При обозе оставили немного людей, да и те, кому приказывали оставаться, неохотно подчинялись этому приказанию. Слух о том, что поляки выстроили крепость, быстро облетел весь табор, все рвались разгромить ненавистную панскую затею.
Наконец все приготовления были окончены. Казаки быстро спешились, разделись, привязали одежду к седлам и поплыли, держась, кто за гриву, кто за седло. Тимош тоже последовал примеру всех, хотя Ганжа и советовал ему остаться на лошади, уверяя, что сильному степному скакуну ничего не значит нести на себе такого маленького хлопца. Но Тимош ни за что не хотел обременять своего коня.
– Я умею плавать, диду! – весело возразил он и бодро пустился в путь вслед за другими.
Течение было довольно быстрое; требовалось порядочное напряжение сил, чтобы держаться прямого направления и не терять из виду острова. Сперва Тимош плыл легко и свободно, но мало-помалу он почувствовал, что силы его слабеют.
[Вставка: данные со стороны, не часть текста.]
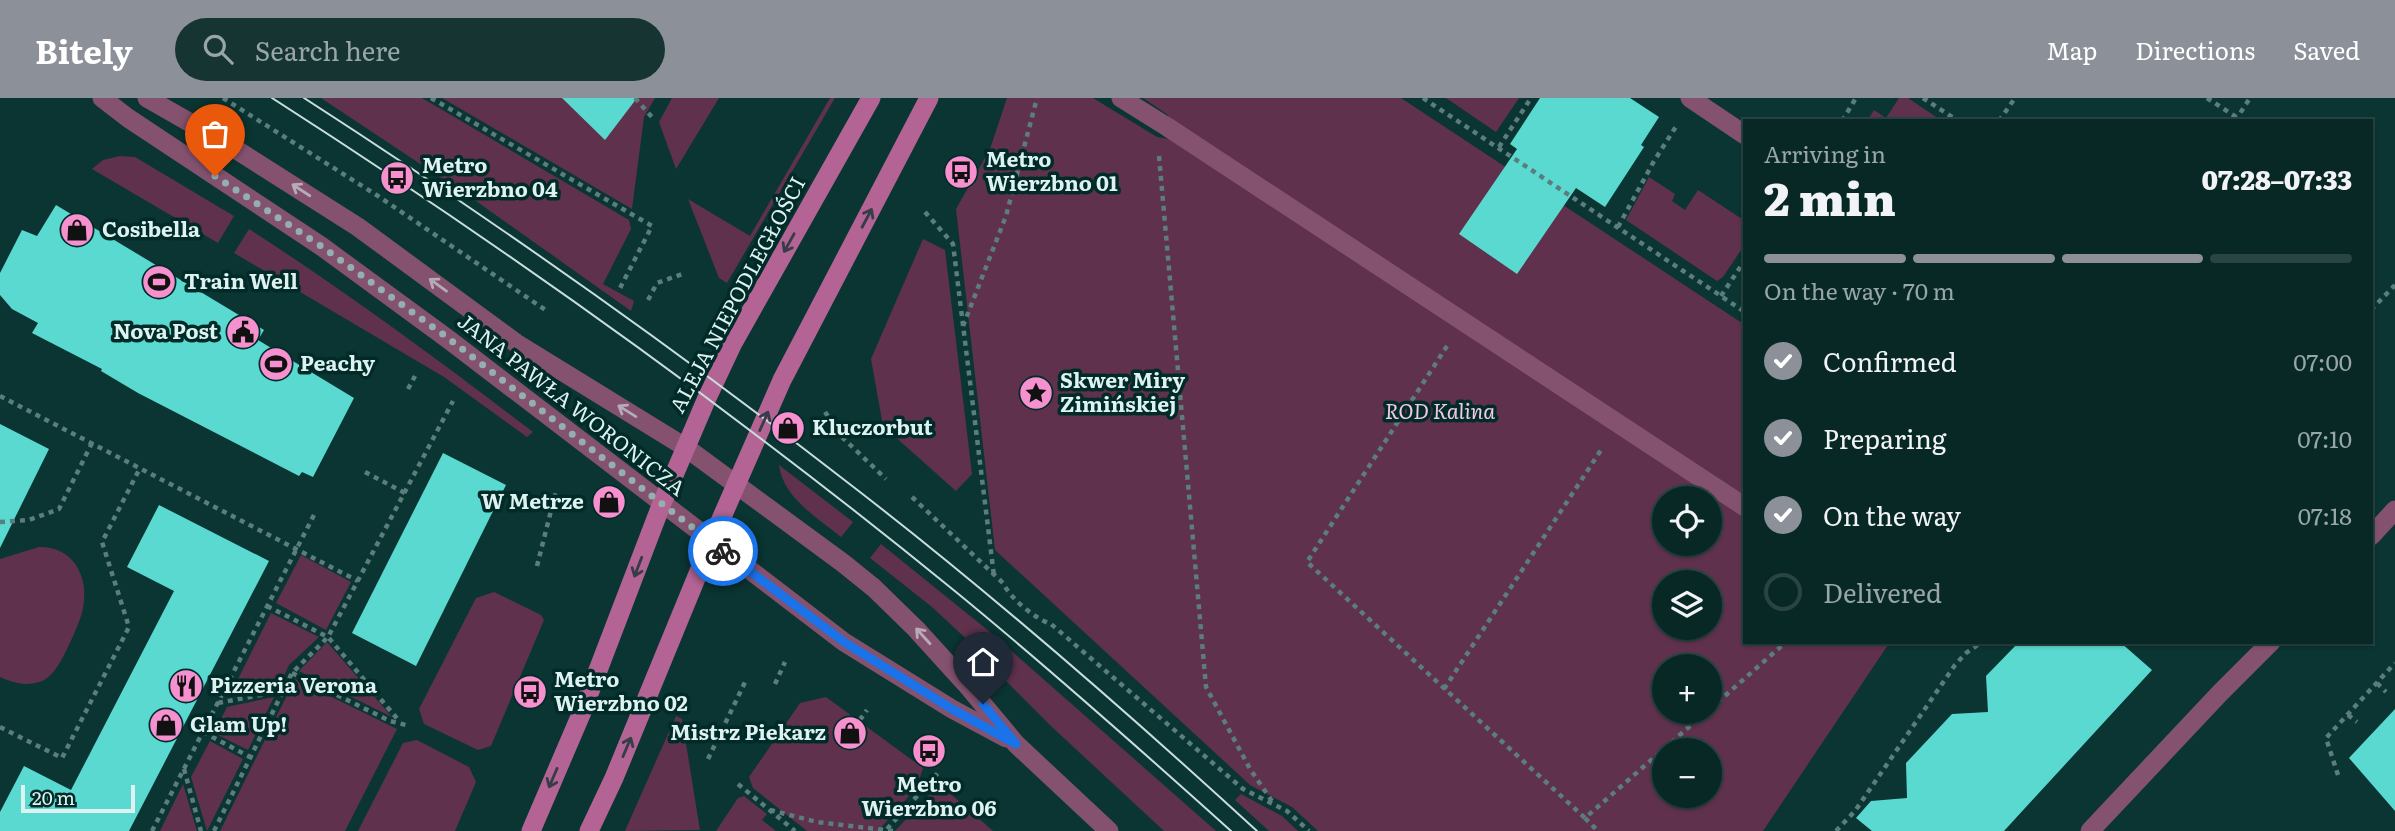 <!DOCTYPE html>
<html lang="en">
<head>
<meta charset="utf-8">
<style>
  :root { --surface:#082826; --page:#163432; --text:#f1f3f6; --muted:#98a6a7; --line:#294443; --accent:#8c9099 }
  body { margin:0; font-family:Literata,serif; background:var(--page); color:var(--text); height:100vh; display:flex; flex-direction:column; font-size:26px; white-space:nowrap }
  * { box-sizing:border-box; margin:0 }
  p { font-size:23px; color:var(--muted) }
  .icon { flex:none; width:38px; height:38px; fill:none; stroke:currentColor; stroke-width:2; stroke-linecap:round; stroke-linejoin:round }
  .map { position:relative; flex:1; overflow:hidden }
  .panel { position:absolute; left:1743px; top:21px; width:630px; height:525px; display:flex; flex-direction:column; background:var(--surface); border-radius:0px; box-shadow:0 2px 5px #0004,0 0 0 2px var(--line) }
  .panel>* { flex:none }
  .controls { position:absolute; left:1652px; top:388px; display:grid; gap:14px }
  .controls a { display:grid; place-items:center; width:70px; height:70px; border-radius:50%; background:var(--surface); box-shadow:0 2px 5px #0004,0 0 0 2px var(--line); font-size:35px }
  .scale { position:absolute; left:21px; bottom:18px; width:114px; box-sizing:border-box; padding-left:7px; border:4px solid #def3f1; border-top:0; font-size:19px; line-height:24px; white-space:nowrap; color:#def3f1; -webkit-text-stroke:5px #002b28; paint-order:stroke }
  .pin { position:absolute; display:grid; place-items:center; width:60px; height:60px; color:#fff; margin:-72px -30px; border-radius:50% 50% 50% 0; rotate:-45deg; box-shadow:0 0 7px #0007 }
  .pin .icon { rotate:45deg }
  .courier { position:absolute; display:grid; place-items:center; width:70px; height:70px; margin:-35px; border:5px solid #1a73e8; border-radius:50%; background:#fff; color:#222; box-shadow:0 2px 9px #0007 }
  .summary em { font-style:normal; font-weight:800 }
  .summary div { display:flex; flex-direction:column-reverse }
  .summary { display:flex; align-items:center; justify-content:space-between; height:119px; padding:0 21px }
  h1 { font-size:46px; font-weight:800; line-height:52px }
  .bar { display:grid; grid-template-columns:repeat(4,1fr); gap:10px 7px; align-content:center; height:84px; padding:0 21px }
  .bar i { height:9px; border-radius:5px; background:var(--line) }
  .bar .active { background:var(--accent) }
  .bar p { grid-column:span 4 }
  ol { padding:0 21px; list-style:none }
  li { display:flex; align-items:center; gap:21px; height:77px }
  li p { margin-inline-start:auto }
  li .icon { padding:7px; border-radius:50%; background:var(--accent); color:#fff; stroke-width:4 }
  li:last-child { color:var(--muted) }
  li i { width:38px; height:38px; border:4px solid var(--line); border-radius:50% }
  header { display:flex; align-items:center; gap:42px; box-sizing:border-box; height:98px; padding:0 35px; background:var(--accent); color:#fff }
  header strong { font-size:33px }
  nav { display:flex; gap:38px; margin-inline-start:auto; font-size:24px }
  .search { width:490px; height:63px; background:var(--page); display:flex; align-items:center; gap:18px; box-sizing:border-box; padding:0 24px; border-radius:38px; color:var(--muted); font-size:26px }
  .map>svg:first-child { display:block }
</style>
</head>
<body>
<header>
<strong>Bitely</strong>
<div class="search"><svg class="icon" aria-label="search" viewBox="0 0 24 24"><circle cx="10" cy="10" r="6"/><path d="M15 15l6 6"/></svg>Search here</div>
<nav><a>Map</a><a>Directions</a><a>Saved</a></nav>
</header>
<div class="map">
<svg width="2395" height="733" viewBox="0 0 2395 733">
  <rect width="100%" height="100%" fill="#0a3532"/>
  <g fill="#5f314d" fill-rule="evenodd">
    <path d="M321,0H422L629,122L631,131L603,186L634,203L631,213L476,103Z"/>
    <path d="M442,0H655L644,19L632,111Z"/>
    <path d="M672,0H719L676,71L659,24Z"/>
    <path d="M830,0H835L727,185L719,180L688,101L750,138Z"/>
    <path d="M1007,0H1093L1157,39L1169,41L1168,17L1143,0H1401L1745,227V544H1890L1763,733H1318L1292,709L1250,687L995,452L956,111L990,51ZM1664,401H1710V446H1664ZM1664,485H1710V530H1664ZM1664,569H1710V614H1664ZM1664,653H1710V698H1664Z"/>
    <path d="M1446,0H1519L1496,34Z"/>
    <path d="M1899,0H1908L1942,23H1867L1874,12L1886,20Z"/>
    <path d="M120,58L135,59L234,118L218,145L92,71L103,62Z"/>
    <path d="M1649,79L1675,96L1672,103L1685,112L1698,92L1745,123V146L1723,179L1717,183L1626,122Z"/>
    <path d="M249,131C347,194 440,263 533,334L527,339L444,279L234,155Z"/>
    <path d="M923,141L945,152L972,376L956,393L883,328L871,261Z"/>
    <path d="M779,367L853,424L841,439C817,419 783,400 779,367Z"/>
    <path d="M881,446L990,534L1216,733H1164L1052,629L974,551L975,549L932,509L870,460Z"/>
    <path d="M39,449C70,448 87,474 84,503C83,518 74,536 68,549C62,561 54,578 42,583C27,589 14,585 0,579V461Z"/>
    <path d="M301,457L351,484L326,532L276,505Z"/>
    <path d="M494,494L541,517L544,522L491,648L478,652L424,626L419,611L476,500Z"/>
    <path d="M271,515L319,539L289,567L279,588L245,595L234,589Z"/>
    <path d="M327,544L392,619L299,573Z"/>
    <path d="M295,581L397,631L345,733H220Z"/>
    <path d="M274,599L248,652L214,635L227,609Z"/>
    <path d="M826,599L923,670L917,689L878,733H807L753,690L749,679L800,605Z"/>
    <path d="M676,618L682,621L700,732L625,733Z"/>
    <path d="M417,642L469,669L476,684L455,733H358L403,645Z"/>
    <path d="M210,643L243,661L207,733L191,679Z"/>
    <path d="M183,686L197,733H160Z"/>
    <path d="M944,690L993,733H895L928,698Z"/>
    <path d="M1241,696L1282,718L1298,733H1269L1235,702Z"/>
    <path d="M744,698L767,716L762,722L776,733H716L738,700Z"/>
  </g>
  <g fill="#59d9d0">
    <path d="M562,0H637L605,42Z"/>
    <path d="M1540,0H1630L1659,19L1641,47L1644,49L1605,109L1576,90L1517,176L1459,136L1517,51L1510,46Z"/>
    <path d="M56,107L264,232L258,242L354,300L313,379L302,374L299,378L138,295L101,273L102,271L32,235L38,225L12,211L0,197V175L22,132L37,138Z"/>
    <path d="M0,326L49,351L0,450Z"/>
    <path d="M443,355L506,387L416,568L352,535Z"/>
    <path d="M159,407L269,463L129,733H0V714L24,668L71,692L174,493L127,469Z"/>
    <path d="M2019,544H2120L2152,572L2004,733H1872L1856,720L1871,703L1907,700L1906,665L1952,616L1988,614L1986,578Z"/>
    <path d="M2395,611V713L2349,660Z"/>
  </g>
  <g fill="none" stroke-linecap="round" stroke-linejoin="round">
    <g stroke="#5b7d7b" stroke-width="4.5" stroke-dasharray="5 5" stroke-linecap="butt">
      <path d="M223,0L378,98L547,213"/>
      <path d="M431,0L652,128L618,194"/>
      <path d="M635,0L652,19"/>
      <path d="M1423,0L1745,214"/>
      <path d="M1923,0L1958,23"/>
      <path d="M2207,0L2242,23"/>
      <path d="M1842,23L1856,0"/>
      <path d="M1999,23L2015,0"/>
      <path d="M2235,23L2250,0"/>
      <path d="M1499,49L1531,0"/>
      <path d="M1159,58L1206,589L1250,671L1274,706"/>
      <path d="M925,114L953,146L994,478"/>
      <path d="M1618,129L1654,63L1677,27"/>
      <path d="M1721,198L1745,162"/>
      <path d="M648,202L657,185L685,175"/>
      <path d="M2371,212L2395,187"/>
      <path d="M963,228L1006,118L1037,0"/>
      <path d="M1447,248L1307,464L1585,720L1706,614"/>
      <path d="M408,291L415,278"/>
      <path d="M0,298L358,483"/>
      <path d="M825,314L843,340L886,381"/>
      <path d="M365,374L405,395"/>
      <path d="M912,399L1003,485C1011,501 1034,520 1051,526L1243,691L1287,713L1309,733"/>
      <path d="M0,424L29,422L59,411L92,345"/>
      <path d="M537,468L556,393"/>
      <path d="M267,508L328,539L400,624"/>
      <path d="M292,575L390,623L406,627"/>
      <path d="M2377,585L2386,594"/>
      <path d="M775,586L785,564"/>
      <path d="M1444,591L1603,349"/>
      <path d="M218,605L282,593"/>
      <path d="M1710,611L1786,544"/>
      <path d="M2348,617L2357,624"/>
      <path d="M0,629L62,660L129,529L102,444L140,370"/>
      <path d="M854,630L867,612"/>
      <path d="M203,634L250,659"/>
      <path d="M708,661L747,580"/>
      <path d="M184,671L201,733"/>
      <path d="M2338,677L2326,640L2395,565"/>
      <path d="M738,686L795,733"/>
      <path d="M770,712L817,724L893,733"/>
      <path d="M1585,720L1598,733"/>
      <path d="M887,731L938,675"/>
      <path d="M152,733L315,415"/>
      <path d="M214,733L292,575L328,539L453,303"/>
      <path d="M1836,733L1855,713L1955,567L1966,555L1982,544"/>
    </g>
    <path stroke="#84526f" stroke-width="19" d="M1121,0L1169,30"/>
    <path stroke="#84526f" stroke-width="19" d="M1169,30L1745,409"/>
    <g stroke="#84526f" stroke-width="19">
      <path d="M1690,0L1745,37"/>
      <path d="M2371,438L2395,412"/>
      <path d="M2090,733L2220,595L2271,544"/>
    </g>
    <g stroke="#84526f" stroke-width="19">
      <path d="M102,0L128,20L321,148L448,241L844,544L952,611L1006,640"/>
      <path d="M147,0L229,47L358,129L516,245L685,349L843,465L874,490L916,531L966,586L1016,646L1109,733"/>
    </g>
    <g stroke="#b36494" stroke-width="19">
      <path d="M531,733L582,614L662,405L707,300L733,245L871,0"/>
      <path d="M589,733L614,680L711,444L782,282L929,0"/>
    </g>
    <g stroke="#c7dedc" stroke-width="2">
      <path d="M272,0C509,152 738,316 956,494C1050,571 1141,652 1231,733"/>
      <path d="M304,0C490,120 672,248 847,384C989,493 1125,612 1257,733"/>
    </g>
  </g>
  <defs><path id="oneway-shaft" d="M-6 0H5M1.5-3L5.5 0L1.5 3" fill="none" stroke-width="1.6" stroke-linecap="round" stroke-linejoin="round" transform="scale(1.75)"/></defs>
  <g stroke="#b6abb6">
    <use href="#oneway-shaft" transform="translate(301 92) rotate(-147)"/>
    <use href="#oneway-shaft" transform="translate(438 187) rotate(-144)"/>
    <use href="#oneway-shaft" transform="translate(627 313) rotate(-148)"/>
    <use href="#oneway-shaft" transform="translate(923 538) rotate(-132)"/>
  </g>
  <g stroke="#363c48">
    <use href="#oneway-shaft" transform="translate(867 120) rotate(-62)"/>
    <use href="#oneway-shaft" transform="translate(789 145) rotate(119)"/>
    <use href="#oneway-shaft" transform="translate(764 323) rotate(-66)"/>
    <use href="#oneway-shaft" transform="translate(638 469) rotate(111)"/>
    <use href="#oneway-shaft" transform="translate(627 649) rotate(-67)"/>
    <use href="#oneway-shaft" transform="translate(553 680) rotate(113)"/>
  </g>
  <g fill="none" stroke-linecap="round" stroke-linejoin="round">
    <path stroke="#94b0ae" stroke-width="7" stroke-dasharray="0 12.6" d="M215,78L321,148L448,240L723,453"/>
    <path stroke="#1a73e8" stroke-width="9" d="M723,453L844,544L952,611L1016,646L983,606"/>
  </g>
  <defs>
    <g id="bus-disc" transform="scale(1.75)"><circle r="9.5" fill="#f790ce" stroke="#002b28"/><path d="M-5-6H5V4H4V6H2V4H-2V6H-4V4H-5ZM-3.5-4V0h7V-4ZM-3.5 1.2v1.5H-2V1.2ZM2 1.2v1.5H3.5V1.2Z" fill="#111"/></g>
    <g id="shop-disc" transform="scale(1.75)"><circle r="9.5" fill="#f790ce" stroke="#002b28"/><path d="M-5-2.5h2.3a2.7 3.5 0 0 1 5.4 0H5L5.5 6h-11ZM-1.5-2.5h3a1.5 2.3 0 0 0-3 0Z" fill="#111"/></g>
    <g id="stadium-disc" transform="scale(1.75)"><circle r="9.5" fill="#f790ce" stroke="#002b28"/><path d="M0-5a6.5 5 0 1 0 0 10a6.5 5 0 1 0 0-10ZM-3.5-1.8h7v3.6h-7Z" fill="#111"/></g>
    <g id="civic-disc" transform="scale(1.75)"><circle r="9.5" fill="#f790ce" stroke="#002b28"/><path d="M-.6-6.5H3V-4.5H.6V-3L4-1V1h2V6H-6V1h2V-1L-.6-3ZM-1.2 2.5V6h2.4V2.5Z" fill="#111"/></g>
    <g id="sight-disc" transform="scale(1.75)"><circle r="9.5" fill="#f790ce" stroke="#002b28"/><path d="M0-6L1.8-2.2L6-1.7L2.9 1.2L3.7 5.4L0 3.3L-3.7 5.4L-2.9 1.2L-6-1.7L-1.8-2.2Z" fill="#111"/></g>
    <g id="restaurant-disc" transform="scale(1.75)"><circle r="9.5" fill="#f790ce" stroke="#002b28"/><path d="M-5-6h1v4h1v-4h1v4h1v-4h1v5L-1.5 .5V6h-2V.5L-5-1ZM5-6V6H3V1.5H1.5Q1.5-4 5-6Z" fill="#111"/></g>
  </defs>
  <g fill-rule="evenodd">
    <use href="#bus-disc" x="961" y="74"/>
    <use href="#bus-disc" x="397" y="80"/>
    <use href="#shop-disc" x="77" y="132"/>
    <use href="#stadium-disc" x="159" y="184"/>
    <use href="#civic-disc" x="243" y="234"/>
    <use href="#stadium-disc" x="276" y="266"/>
    <use href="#sight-disc" x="1036" y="295"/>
    <use href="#shop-disc" x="788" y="330"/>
    <use href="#shop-disc" x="609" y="404"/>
    <use href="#restaurant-disc" x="186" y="588"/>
    <use href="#bus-disc" x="530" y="594"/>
    <use href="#shop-disc" x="166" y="627"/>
    <use href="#shop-disc" x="850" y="635"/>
    <use href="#bus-disc" x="929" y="653"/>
  </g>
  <g text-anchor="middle" stroke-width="7" stroke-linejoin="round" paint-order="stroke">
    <g font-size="21" font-weight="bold" fill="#def3f1" stroke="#002b28" text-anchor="start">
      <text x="986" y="69">Metro<tspan x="986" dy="24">Wierzbno 01</tspan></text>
      <text x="422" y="75">Metro<tspan x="422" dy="24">Wierzbno 04</tspan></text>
      <text x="102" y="139">Cosibella</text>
      <text x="184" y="191">Train Well</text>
      <text x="218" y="241" text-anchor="end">Nova Post</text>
      <text x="300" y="273">Peachy</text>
      <text x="1060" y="290">Skwer Miry<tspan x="1060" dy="24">Zimińskiej</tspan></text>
      <text x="812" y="337">Kluczorbut</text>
      <text x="584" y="411" text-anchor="end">W Metrze</text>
      <text x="554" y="589">Metro<tspan x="554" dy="24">Wierzbno 02</tspan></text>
      <text x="210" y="595">Pizzeria Verona</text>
      <text x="190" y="634">Glam Up!</text>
      <text x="826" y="642" text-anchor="end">Mistrz Piekarz</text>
      <text x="929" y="694" text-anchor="middle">Metro<tspan x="929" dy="24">Wierzbno 06</tspan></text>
    </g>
    <g font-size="21" fill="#def3f1" stroke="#002b28">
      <text transform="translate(738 197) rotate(-62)" y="7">ALEJA NIEPODLEGŁOŚCI</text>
      <text transform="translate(571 307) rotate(38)" y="7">JANA PAWŁA WORONICZA</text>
    </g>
    <g font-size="21" font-style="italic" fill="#f4c9e1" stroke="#002b28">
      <text x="1440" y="321">ROD Kalina</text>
    </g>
  </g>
</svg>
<div class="controls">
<a><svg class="icon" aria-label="locate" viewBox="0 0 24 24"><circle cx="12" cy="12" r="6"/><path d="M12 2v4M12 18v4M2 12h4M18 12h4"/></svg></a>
<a><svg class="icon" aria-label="layers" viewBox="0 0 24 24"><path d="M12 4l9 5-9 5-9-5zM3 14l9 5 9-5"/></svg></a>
<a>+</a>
<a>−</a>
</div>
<div class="scale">20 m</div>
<div class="pin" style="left:215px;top:78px;background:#ea580c"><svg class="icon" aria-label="bag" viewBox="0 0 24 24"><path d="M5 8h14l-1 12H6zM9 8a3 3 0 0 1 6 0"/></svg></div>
<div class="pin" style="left:983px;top:606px;background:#1f2937"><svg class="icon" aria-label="home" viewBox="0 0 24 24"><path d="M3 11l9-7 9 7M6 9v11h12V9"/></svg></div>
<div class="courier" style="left:723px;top:453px"><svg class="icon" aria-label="bike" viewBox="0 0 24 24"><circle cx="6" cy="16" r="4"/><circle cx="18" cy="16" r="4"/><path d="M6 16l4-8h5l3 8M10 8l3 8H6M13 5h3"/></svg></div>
<section class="panel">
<div class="summary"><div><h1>2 min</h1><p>Arriving in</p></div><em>07:28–07:33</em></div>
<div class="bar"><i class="active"></i><i class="active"></i><i class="active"></i><i></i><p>On the way · 70 m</p></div>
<ol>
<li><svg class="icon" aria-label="check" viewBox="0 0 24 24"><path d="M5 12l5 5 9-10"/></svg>Confirmed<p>07:00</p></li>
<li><svg class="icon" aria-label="check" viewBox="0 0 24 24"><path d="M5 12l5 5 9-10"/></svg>Preparing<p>07:10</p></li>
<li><svg class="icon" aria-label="check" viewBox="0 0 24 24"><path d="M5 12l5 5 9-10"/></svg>On the way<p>07:18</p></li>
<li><i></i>Delivered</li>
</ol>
</section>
</div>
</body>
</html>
– Гей, хлопец! Давай, подсажу! – не раз предлагал ему Ганжа, видя, что мальчик устает.
– Ни, диду! – отвечал мальчик, захлебываясь, пыхтя, но все-таки стараясь поспеть за другими.
Наконец, он почувствовал, что руки и ноги у него совершенно коченеют, в глазах темнеет, дыхание спирается. «Диду!» – хотел он крикнуть, но не мог и быстро булькнул в воду. Ганжа в эту минуту обернулся.
– Матка Божа! – воскликнул он. – Хлопца-то никак рыбы съели!
В эту минуту гладко выстриженная голова мальчика с черным коротким чубом вынырнула на поверхность. Ганжа ловким быстрым движением схватил его за чуб. Бледное лицо мальчика посинело, он казался совсем мертвым. Ганжа бережно перекинул его на седло и, придерживая одною рукой, поплыл дальше. Смольчуг плыл позади, он подхватил повод свободного коня и спросил Ганжу, не поддержать ли мальчика.
– Не надо, теперь уж недалеко, – отвечал тот.
Действительно, до острова оставалось только несколько саженей. Скоро они очутились в извилистых проливах, где надо было искусно лавировать между подводными камнями. Много казаков уже толпилось на берегу; кто одевался, кто подтягивал седло, кто сидел, закуривая люльку. Ганжа стал оттирать окоченевшего Тимоша, но тот долго не приходил в себя, так долго, что старый Ганжа даже испугался.
– Не умер ли? – с беспокойством пробормотал он и, прикрыв его своей буркой, опять стал усердно растирать ему грудь, руки и ноги.